A 2014 report from the Australian Institute of Health Welfare estimated that a third of Australians live outside the major cities and noted that mortality rates and rates of preventable hospitalisations increase with remoteness.

Luckily, Australian pathology is committed to making testing readily accessible to all patients through point of care testing – medical tests near the patient.

A major benefit of point of care testing (POCT) is improving access to testing in rural and remote healthcare.

POCT provides immediate access to test results that might otherwise have been hours or even days away for samples to be transported to a lab. This immediacy to medical indications allows patients who may have previously been “medevaced” (transported to receive urgent medical attention) to receive local care. This can avoid the distress of relocation and it reduces patient drop-off by generating instant results especially helpful in the management of chronic conditions.

A/Prof Bruce Chater, Head of Rural and Remote Medicine at University of Queensland, is very clear on the huge impact point of care testing has had on this area of medicine;

“Bedside pathology and other technologies are revolutionising rural practice. The ability to diagnose a heart attack, monitor medication, check salts and kidney function and check the blood gases in a seriously ill patient means that rural generalists can make more informed decisions when they need to be made – here and now.”

One example is the use of the i-STAT in Queensland. This handheld blood analyser uses single use test cartridges, meaning the device can be used for a broad range of the most commonly performed tests including cardiac markers, coagulation, blood gases, chemistries and electrolytes, and haematology.

The Pathology Queensland i-STAT network is the largest in geographical size in the world – the network covers the entire state from the Sabai islands in the north to Stanthorpe in the south. Within minutes of a sample being taken the results are available on the state-wide database.

To ensure results are accurate equipment is tested daily and all staff receive comprehensive training. Results are reviewed by medical scientists and unexpected results are followed up further. The network also takes part in the quality program run by the Royal College of Pathologists of Australasia.

The entire network is managed centrally from Brisbane, meaning that even the most geographically isolated of health clinics are fully supported.

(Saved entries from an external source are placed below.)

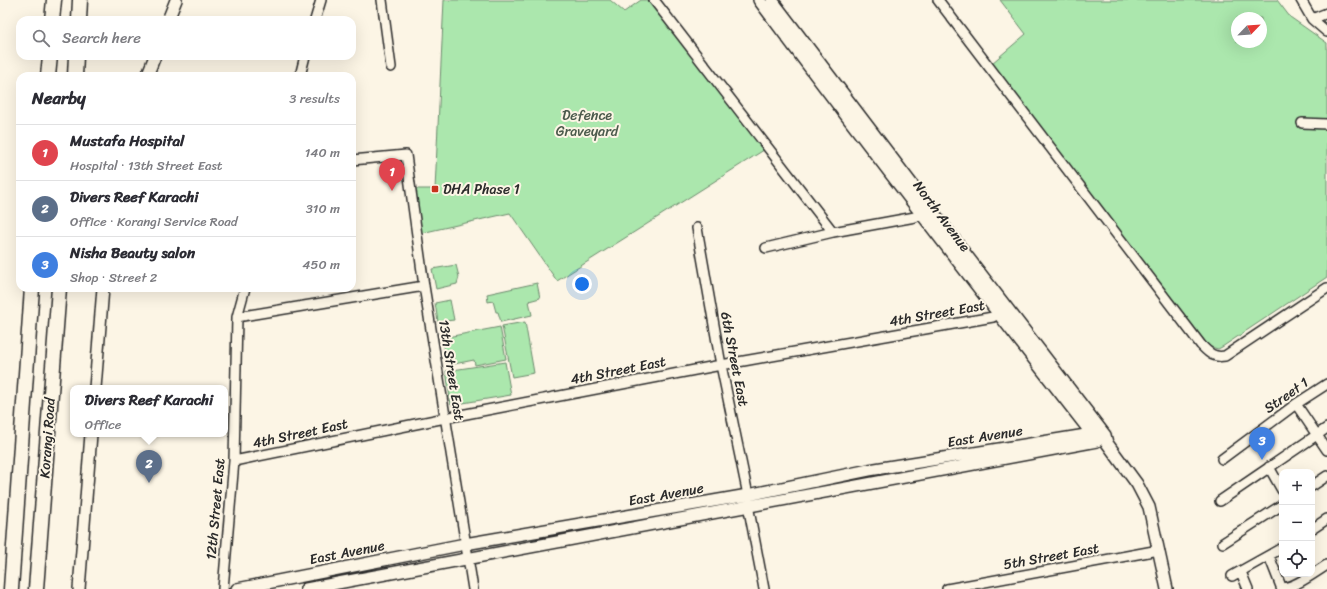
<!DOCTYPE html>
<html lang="en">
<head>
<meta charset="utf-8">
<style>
	:root { --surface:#fff; --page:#f2f2f3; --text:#2b2b33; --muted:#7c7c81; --line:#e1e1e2; --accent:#2563eb }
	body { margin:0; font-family:Sriracha,sans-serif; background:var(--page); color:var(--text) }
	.controls { position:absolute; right:12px; bottom:12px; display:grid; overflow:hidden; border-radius:8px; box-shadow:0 4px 16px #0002 }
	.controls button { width:36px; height:36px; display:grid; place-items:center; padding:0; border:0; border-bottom:1px solid var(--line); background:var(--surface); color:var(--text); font:20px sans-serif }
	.compass { position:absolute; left:1231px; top:12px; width:36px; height:36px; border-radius:50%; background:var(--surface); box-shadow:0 4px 16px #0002; rotate:65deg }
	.you { position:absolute; left:582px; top:284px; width:14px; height:14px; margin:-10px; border:3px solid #fff; border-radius:50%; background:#1a73e8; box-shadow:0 0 0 6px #1a73e833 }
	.badge { display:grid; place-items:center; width:26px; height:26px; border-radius:50%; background:var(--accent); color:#fff; font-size:13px; font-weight:700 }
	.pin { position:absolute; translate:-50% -33px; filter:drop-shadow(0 1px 2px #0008) }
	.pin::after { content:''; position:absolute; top:21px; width:14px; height:12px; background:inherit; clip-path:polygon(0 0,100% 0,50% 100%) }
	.popup { position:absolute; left:70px; top:385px; width:158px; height:52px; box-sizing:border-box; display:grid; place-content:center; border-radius:8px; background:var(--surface); filter:drop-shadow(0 1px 3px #0005); font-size:13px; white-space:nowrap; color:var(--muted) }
	.popup b { font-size:15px; color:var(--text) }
	.popup::after { content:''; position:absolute; left:50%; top:100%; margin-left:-8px; border:8px solid transparent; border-top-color:var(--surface) }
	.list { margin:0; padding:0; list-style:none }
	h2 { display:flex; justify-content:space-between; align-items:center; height:52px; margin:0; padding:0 16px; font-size:17px }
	h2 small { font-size:13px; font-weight:400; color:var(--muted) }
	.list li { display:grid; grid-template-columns:26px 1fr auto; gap:12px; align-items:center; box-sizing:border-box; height:56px; padding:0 16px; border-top:1px solid var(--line) }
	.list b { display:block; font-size:15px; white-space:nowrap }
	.list p { margin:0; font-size:13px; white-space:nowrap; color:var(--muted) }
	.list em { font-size:13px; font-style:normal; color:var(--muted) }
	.icon { flex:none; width:22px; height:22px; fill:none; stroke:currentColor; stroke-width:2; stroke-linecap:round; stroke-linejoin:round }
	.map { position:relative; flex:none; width:1327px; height:589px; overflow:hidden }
	.search { position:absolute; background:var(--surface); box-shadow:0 4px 16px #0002; left:16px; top:16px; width:340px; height:44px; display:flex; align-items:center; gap:10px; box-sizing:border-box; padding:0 14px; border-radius:12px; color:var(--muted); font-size:15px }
	.panel { position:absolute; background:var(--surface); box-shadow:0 4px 16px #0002; left:16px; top:72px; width:340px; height:220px; border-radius:12px }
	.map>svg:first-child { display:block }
	.green { fill:#abe7ad; stroke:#6b896c; fill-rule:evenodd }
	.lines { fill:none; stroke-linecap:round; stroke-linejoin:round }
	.minor-casing { stroke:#2b2b2b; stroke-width:12 }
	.tertiary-casing { stroke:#2b2b2b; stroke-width:14 }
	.primary-casing { stroke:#2b2b2b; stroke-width:17 }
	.minor { stroke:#fcf5e5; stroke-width:9 }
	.tertiary { stroke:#fcf5e5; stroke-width:11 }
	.primary { stroke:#fcf5e5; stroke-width:14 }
	.poi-dot { fill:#c8321e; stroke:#fcf5e5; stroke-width:1.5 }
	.labels { text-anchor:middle; stroke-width:4; stroke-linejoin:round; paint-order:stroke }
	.park-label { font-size:14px; fill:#4b5a4c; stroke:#fcf5e5 }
	.poi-label { font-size:14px; fill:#2b2b2b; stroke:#fcf5e5; text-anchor:start }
	.street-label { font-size:14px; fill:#2b2b2b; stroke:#fcf5e5 }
</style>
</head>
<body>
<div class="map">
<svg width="1327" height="589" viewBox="0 0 1327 589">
	<rect width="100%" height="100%" fill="#fcf5e5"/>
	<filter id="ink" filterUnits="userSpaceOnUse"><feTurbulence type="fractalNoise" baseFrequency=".025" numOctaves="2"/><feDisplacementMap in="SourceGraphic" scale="8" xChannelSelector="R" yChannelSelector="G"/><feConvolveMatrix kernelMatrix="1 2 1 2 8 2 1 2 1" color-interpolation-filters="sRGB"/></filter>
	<g filter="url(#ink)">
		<path class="green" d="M444,0H610L624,12L641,0H653L767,148L557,281L510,213L417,234L413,189H435Z
			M1000,0H1277L1290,17L1327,43V277L1222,347L1218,349L1211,347L1204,340L992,63L1026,34ZM1237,18H1261V42H1237Z
			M456,265L459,277L457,284L436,289L432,269Z
			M537,283L540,298L529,301L532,315L501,322L498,312H496L493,301L488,302L487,294Z
			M450,300L454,320L438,322L435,303Z
			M525,322L534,373L512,377L502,326Z
			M500,327L506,359L475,365L474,360L454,364L452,354L445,355L442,338Z
			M505,362L511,395L451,405L446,371Z"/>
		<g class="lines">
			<defs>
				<path id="minor" d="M382,0L391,67
					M654,0L833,232
					M938,0L1201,345C1209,353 1213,358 1225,356L1327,288
					M1301,0L1312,19L1327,32
					M1312,19L1327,13
					M315,20L321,0
					M300,76L305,56
					M1302,123L1327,124
					M352,160L406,155L424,286L473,589
					M697,228L721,365L748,495
					M766,248L833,232L915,217L926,211
					M237,317L424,286
					M1296,404L1327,450
					M1222,459L1296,404L1327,384
					M234,461L445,418L721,365L993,317L1003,311
					M1269,467L1282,490
					M1312,486L1327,476
					M1220,501L1327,428
					M748,505L764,589
					M1312,529L1327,519
					M1223,543L1282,505
					M1269,556L1282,589
					M1241,572L1248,589
					M1232,576L1282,548
					M1281,588C1295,588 1315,572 1327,565
					M223,589L234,461L237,317L245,288
					M947,589L1159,550"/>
				<path id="tertiary" d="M759,0C869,148 982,293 1096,439
					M772,0L930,208L1105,435L1107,443L1137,484L1149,507L1167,589
					M168,20L176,0
					M147,76L155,56
					M95,388L103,288
					M79,589L91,434
					M237,589L465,544L748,495L869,470L1092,434L1099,428
					M306,589L1097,441L1105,435"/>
				<path id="primary" d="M52,20L54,0
					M79,20L80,0
					M48,76L50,56
					M75,76L76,56
					M11,589L32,288
					M36,589L59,288"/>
			</defs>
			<use href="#minor" class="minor-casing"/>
			<use href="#tertiary" class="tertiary-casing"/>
			<use href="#primary" class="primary-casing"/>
			<use href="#minor" class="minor"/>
			<use href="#tertiary" class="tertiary"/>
			<use href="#primary" class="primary"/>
		</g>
	</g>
	<rect class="poi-dot" x="431" y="185" width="8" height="8" rx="2"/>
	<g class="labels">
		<g class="park-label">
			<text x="587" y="120">Defence<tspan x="587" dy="16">Graveyard</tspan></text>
		</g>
		<g class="poi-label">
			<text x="443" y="194">DHA Phase 1</text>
		</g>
		<g class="street-label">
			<text transform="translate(942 216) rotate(53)" y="5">North Avenue</text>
			<text transform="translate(937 313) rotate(-10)" y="5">4th Street East</text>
			<text transform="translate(735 359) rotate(79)" y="5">6th Street East</text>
			<text transform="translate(452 370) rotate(81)" y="5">13th Street East</text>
			<text transform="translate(618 370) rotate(-11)" y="5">4th Street East</text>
			<text transform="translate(1286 395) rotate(-35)" y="5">Street 1</text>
			<text transform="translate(300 433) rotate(-12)" y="5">4th Street East</text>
			<text transform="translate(985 436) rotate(-9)" y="5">East Avenue</text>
			<text transform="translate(47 438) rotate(-86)" y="5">Korangi Road</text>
			<text transform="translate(666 494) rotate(-10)" y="5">East Avenue</text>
			<text transform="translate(215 509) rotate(-85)" y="5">12th Street East</text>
			<text transform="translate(347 552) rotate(-11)" y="5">East Avenue</text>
			<text transform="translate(1051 556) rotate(-10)" y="5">5th Street East</text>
		</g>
	</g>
</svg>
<div class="controls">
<button>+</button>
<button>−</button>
<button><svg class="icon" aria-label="locate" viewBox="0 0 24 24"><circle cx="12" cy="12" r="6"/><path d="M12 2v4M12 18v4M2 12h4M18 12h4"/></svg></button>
</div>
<svg class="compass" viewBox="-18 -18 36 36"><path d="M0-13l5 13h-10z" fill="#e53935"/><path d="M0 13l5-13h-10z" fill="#7c7c81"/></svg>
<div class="you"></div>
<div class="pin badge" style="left:392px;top:191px;background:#e0444e">1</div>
<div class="pin badge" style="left:149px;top:483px;background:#5c6f8a">2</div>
<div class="popup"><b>Divers Reef Karachi</b>Office</div>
<div class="pin badge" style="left:1262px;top:460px;background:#3f7fe0">3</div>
<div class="search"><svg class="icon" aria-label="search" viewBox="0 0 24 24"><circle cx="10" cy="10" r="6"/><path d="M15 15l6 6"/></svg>Search here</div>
<section class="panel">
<h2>Nearby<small>3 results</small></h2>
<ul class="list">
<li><span class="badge" style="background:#e0444e">1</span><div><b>Mustafa Hospital</b><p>Hospital · 13th Street East</p></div><em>140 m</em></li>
<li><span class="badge" style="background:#5c6f8a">2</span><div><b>Divers Reef Karachi</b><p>Office · Korangi Service Road</p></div><em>310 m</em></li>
<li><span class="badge" style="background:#3f7fe0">3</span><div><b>Nisha Beauty salon</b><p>Shop · Street 2</p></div><em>450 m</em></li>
</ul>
</section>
</div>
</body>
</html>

Amongst Aboriginal and Islander patients in Cape York and the Torres Strait, rheumatic heart disease is a significant health problem. Treatment requires anticoagulant medication that must be closely monitored. Before the introduction of the i-STAT, samples for monitoring would have to be sent from outlying islands to Cairns. In summer, samples did not always survive the trip but point of care testing has overcome this problem.

Last year the Pathology Queensland i-STAT network performed over a quarter of a million patient episodes. Access to pathology services for all Australians, wherever they live, is just one of the many reasons why Australian pathology is world-class.